Collected data
------------------------------------------------

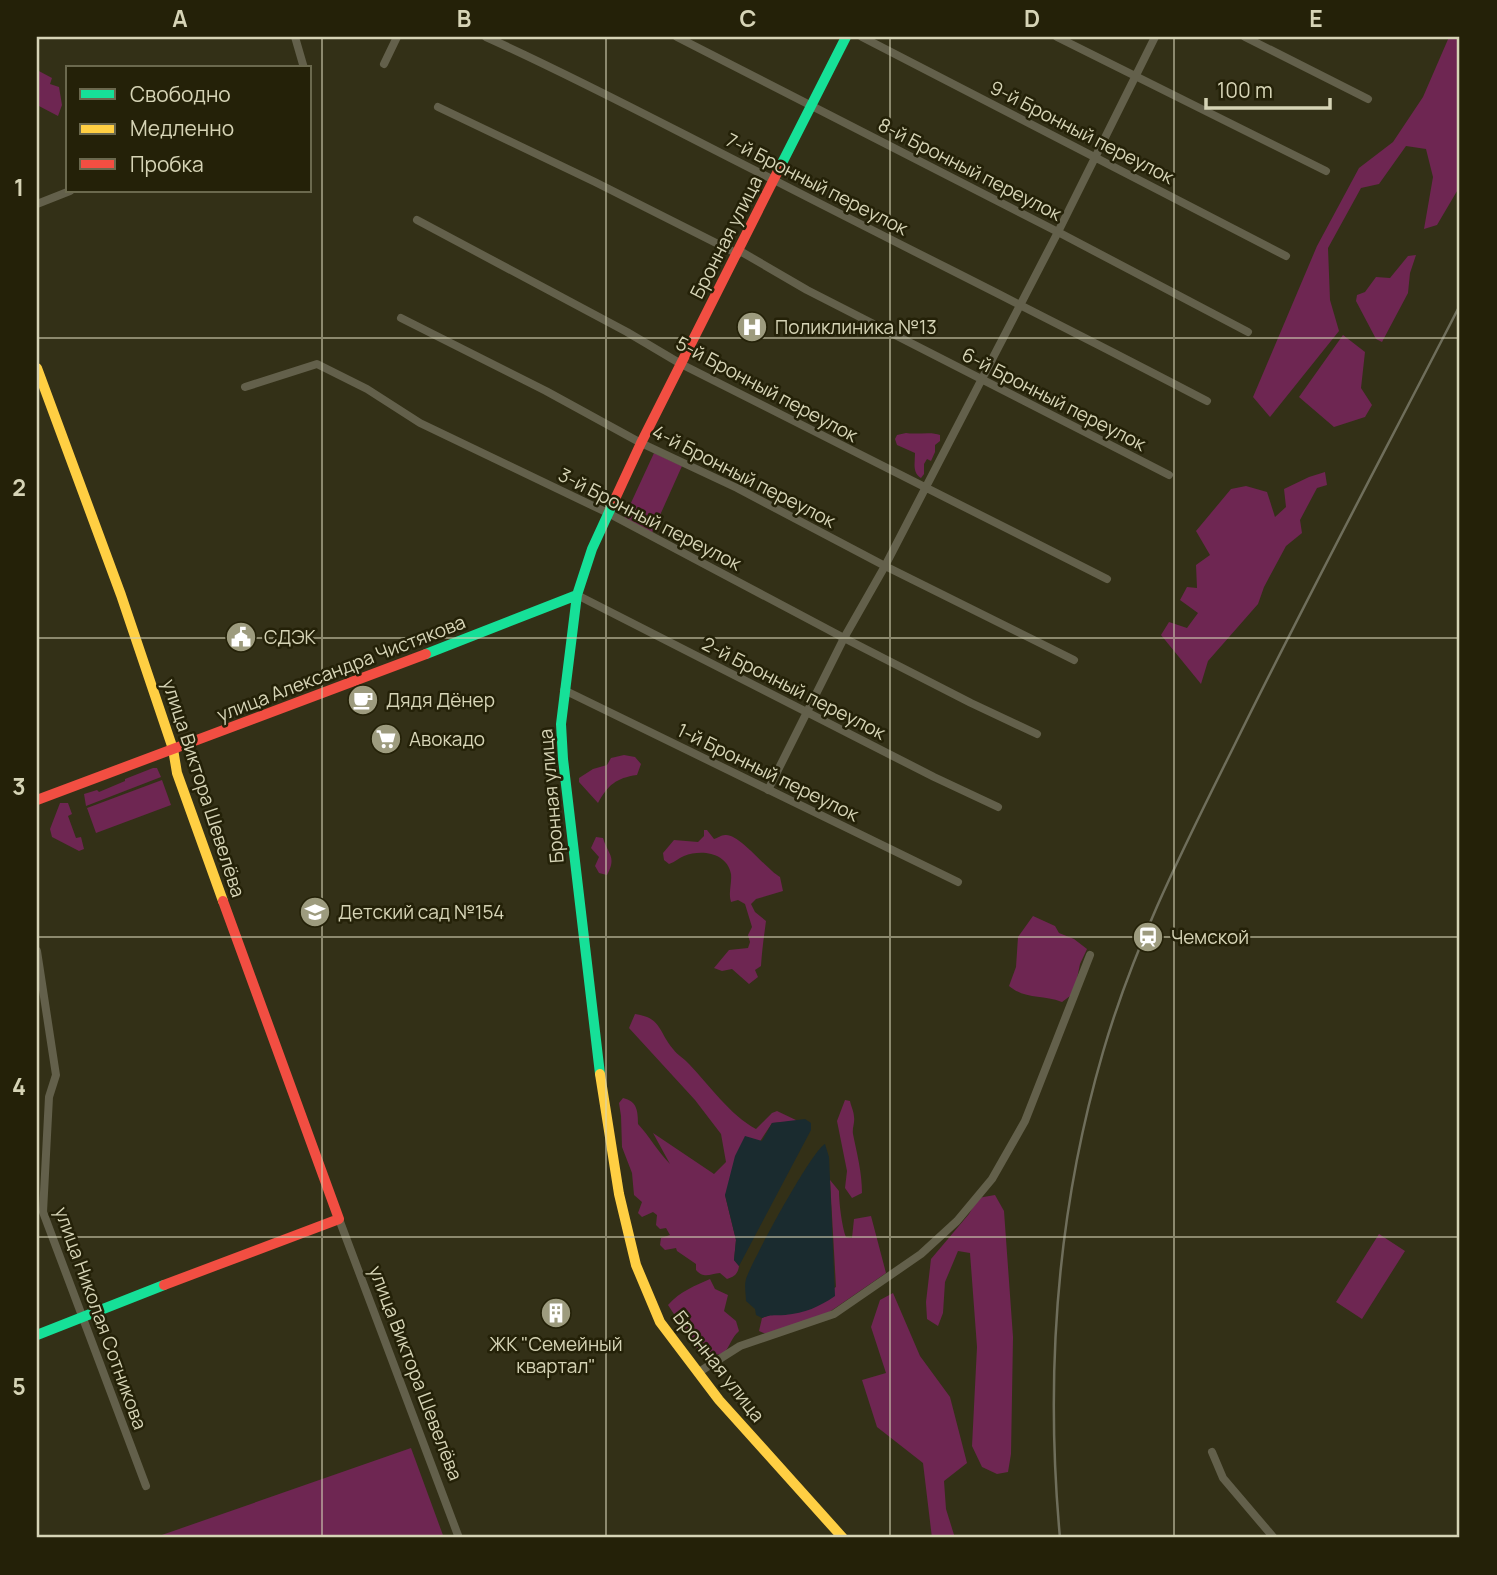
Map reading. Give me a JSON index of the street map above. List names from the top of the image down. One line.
{"streets":{"street":["9-й Бронный переулок","8-й Бронный переулок","7-й Бронный переулок","Бронная улица","5-й Бронный переулок","6-й Бронный переулок","4-й Бронный переулок","3-й Бронный переулок","улица Александра Чистякова","2-й Бронный переулок","1-й Бронный переулок","улица Виктора Шевелёва","улица Николая Сотникова"]},"crossings":[["8-й Бронный переулок","Бронная улица"],["7-й Бронный переулок","Бронная улица"],["Бронная улица","5-й Бронный переулок"],["Бронная улица","6-й Бронный переулок"],["Бронная улица","4-й Бронный переулок"],["Бронная улица","3-й Бронный переулок"],["Бронная улица","улица Александра Чистякова"],["Бронная улица","2-й Бронный переулок"],["Бронная улица","1-й Бронный переулок"],["улица Александра Чистякова","2-й Бронный переулок"],["улица Александра Чистякова","улица Виктора Шевелёва"]],"places":{"hospital":["Поликлиника №13"],"public building":["СДЭК"],"cafe":["Дядя Дёнер"],"supermarket":["Авокадо"],"school or university":["Детский сад №154"],"station":["Чемской"],"building":["ЖК \"Семейный квартал\""]},"legend":["Свободно","Медленно","Пробка"],"scale_bar":"100 m","grid":{"columns":["A","B","C","D","E"],"rows":["1","2","3","4","5"]}}
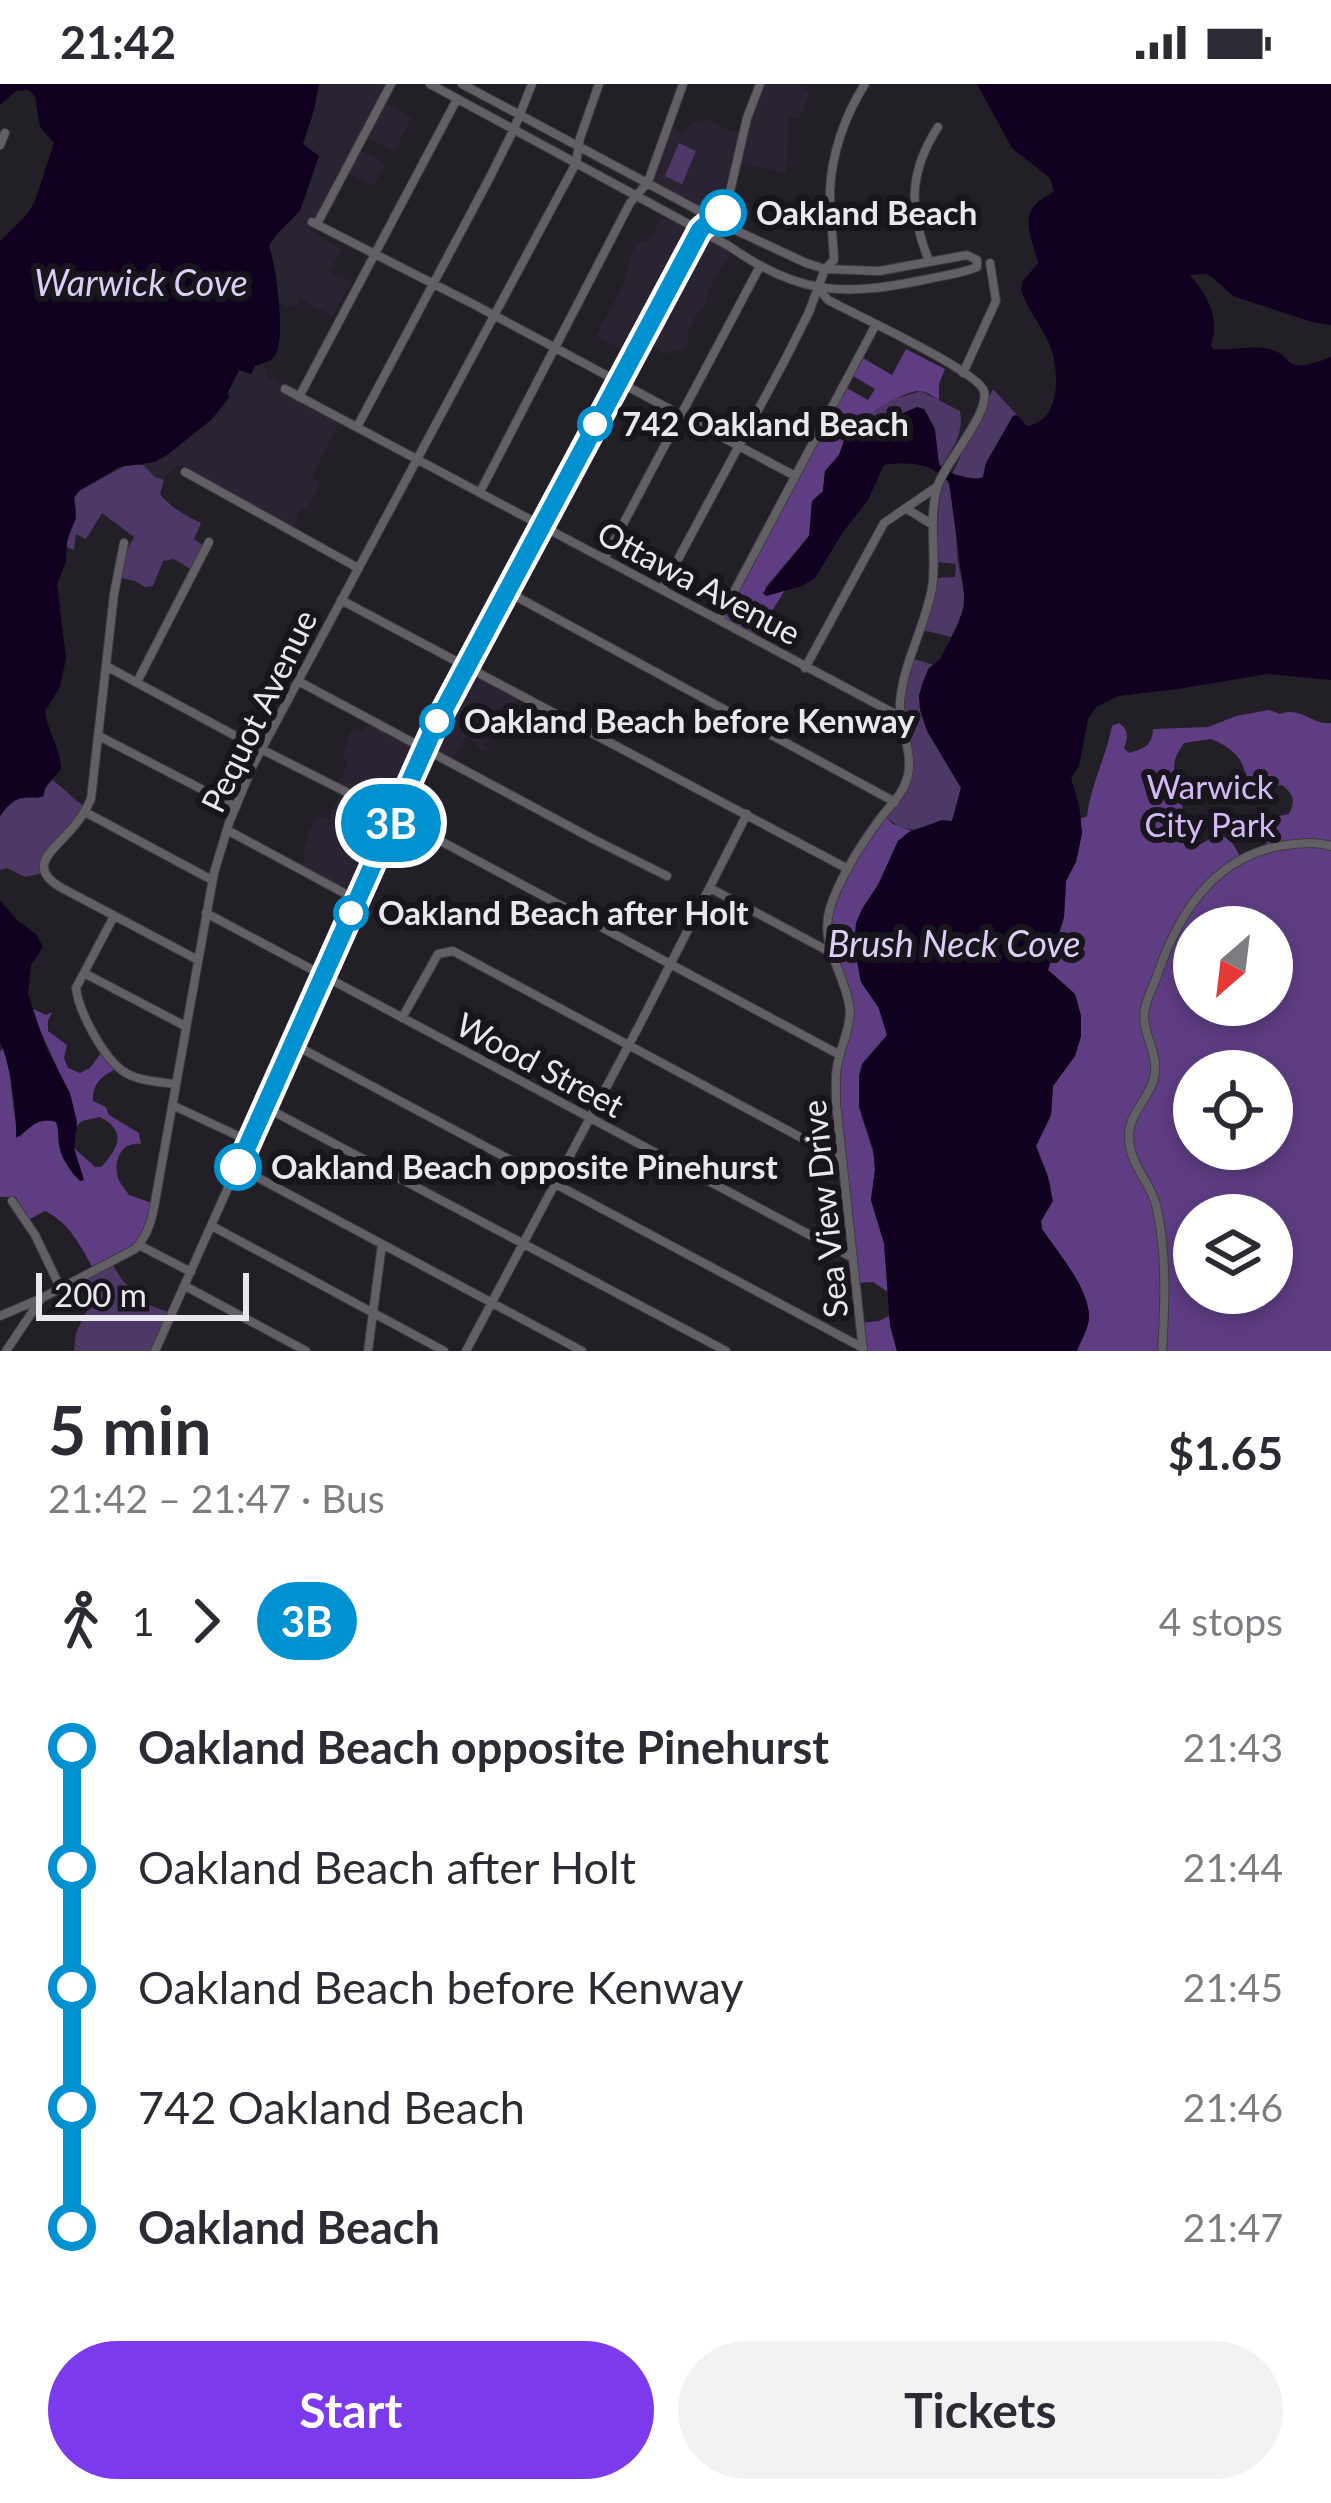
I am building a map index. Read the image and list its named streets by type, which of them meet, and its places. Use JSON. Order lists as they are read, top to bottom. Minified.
{"streets":{"street":["Ottawa Avenue","Pequot Avenue","Wood Street","Sea View Drive"]},"crossings":[["Ottawa Avenue","Pequot Avenue"],["Ottawa Avenue","Sea View Drive"],["Pequot Avenue","Wood Street"],["Wood Street","Sea View Drive"]],"water":["Warwick Cove","Brush Neck Cove"],"parks":["Warwick City Park"],"places":["Oakland Beach","742 Oakland Beach","Oakland Beach before Kenway","Oakland Beach after Holt","Oakland Beach opposite Pinehurst"],"lines":["bus line 3B"],"scale_bar":"200 m","north":"bottom left","page":{"status":"21:42","on_map":"3B","scale":"200 m","heading":["5 min","21:42 – 21:47 · Bus","$1.65"],"legs":["1","3B","4 stops"],"list":[{"name":"Oakland Beach opposite Pinehurst","value":"21:43"},{"name":"Oakland Beach after Holt","value":"21:44"},{"name":"Oakland Beach before Kenway","value":"21:45"},{"name":"742 Oakland Beach","value":"21:46"},{"name":"Oakland Beach","value":"21:47"}],"buttons":["Start","Tickets"]}}
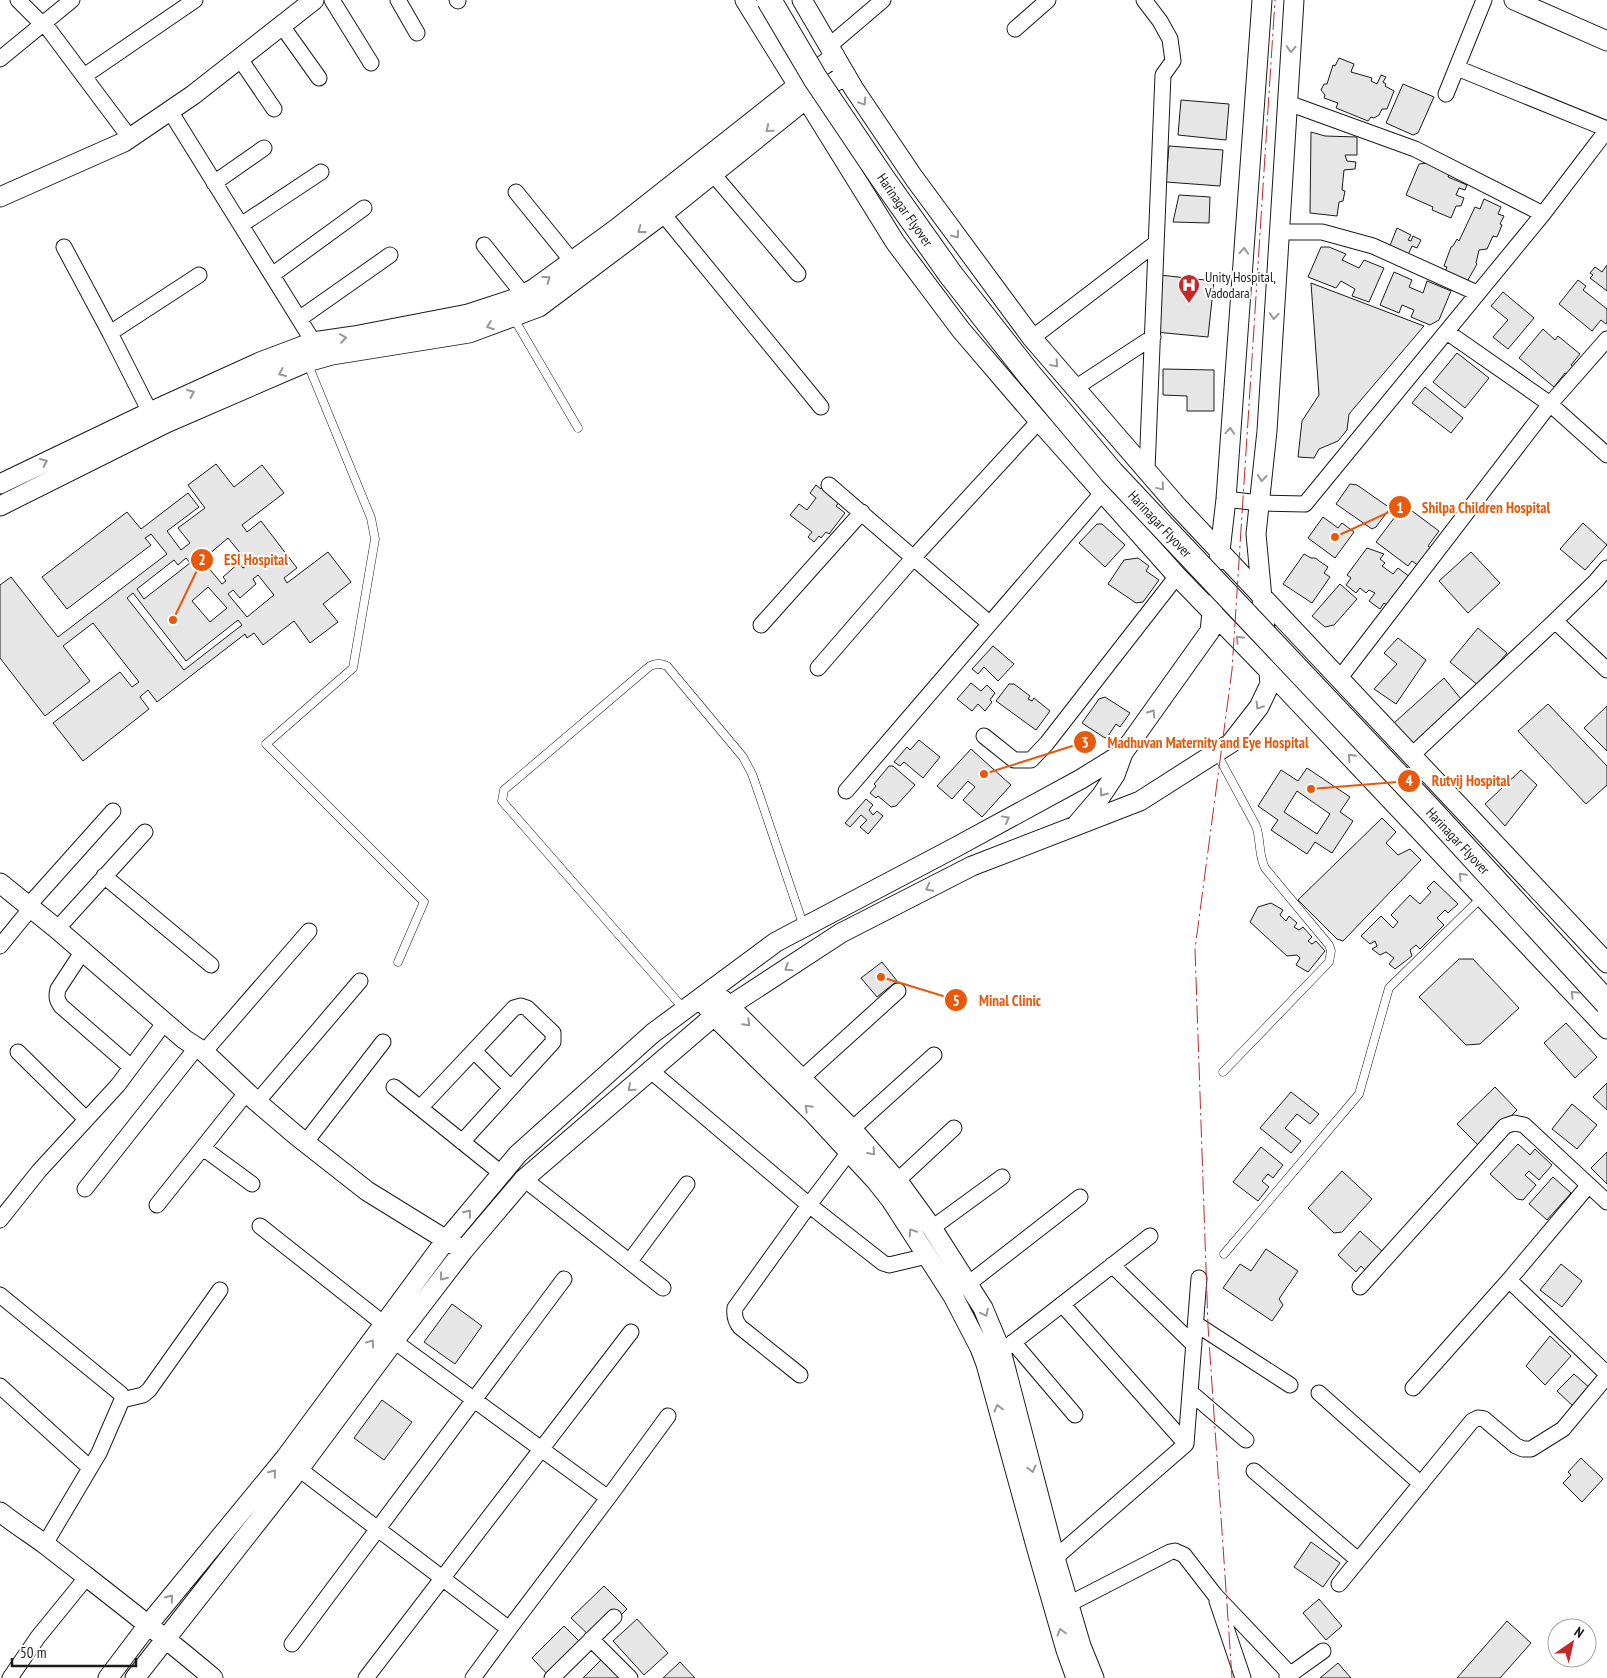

------------------------------------------------

Exercise instructions
Select, from the listing, all lines that include the word "JSON".

Exercise result
Map reading. Give me a JSON index of the street map above. List names from the top of the image down. One line.
I am building a map index. Read the image and list its named streets by type, which of them meet, and its places. Use JSON. Order lists as they are read, top to bottom. Minified.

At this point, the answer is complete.